**AIM OF THE TASK**.
Show each line in the listing below that contains the word "down".

--- START ---

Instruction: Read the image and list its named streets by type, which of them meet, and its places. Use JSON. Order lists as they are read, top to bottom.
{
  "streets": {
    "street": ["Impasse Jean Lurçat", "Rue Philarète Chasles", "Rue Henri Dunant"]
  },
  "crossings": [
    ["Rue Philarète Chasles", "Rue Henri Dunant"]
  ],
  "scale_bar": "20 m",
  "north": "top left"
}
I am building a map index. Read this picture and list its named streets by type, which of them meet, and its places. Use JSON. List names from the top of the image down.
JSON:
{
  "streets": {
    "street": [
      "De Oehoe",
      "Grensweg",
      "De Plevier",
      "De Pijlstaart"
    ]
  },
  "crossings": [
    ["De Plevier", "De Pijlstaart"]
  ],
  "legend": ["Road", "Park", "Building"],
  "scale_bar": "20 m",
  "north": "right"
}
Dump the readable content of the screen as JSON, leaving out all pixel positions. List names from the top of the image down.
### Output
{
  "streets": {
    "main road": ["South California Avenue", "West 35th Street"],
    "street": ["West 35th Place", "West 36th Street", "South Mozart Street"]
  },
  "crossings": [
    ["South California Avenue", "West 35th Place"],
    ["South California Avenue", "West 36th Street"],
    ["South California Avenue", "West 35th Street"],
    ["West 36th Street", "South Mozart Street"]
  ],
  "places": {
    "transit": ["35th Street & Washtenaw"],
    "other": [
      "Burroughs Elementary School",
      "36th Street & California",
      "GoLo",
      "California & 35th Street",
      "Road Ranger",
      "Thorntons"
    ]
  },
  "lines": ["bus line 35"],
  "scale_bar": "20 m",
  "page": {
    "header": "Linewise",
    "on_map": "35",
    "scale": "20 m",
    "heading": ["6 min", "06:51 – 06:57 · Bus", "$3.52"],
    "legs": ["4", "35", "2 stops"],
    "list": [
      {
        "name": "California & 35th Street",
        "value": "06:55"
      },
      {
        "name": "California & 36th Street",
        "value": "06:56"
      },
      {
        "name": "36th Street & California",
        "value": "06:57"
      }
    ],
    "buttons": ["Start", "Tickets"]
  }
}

--- END ---

**RESPONSE BELOW**.
I am building a map index. Read this picture and list its named streets by type, which of them meet, and its places. Use JSON. List names from the top of the image down.
Dump the readable content of the screen as JSON, leaving out all pixel positions. List names from the top of the image down.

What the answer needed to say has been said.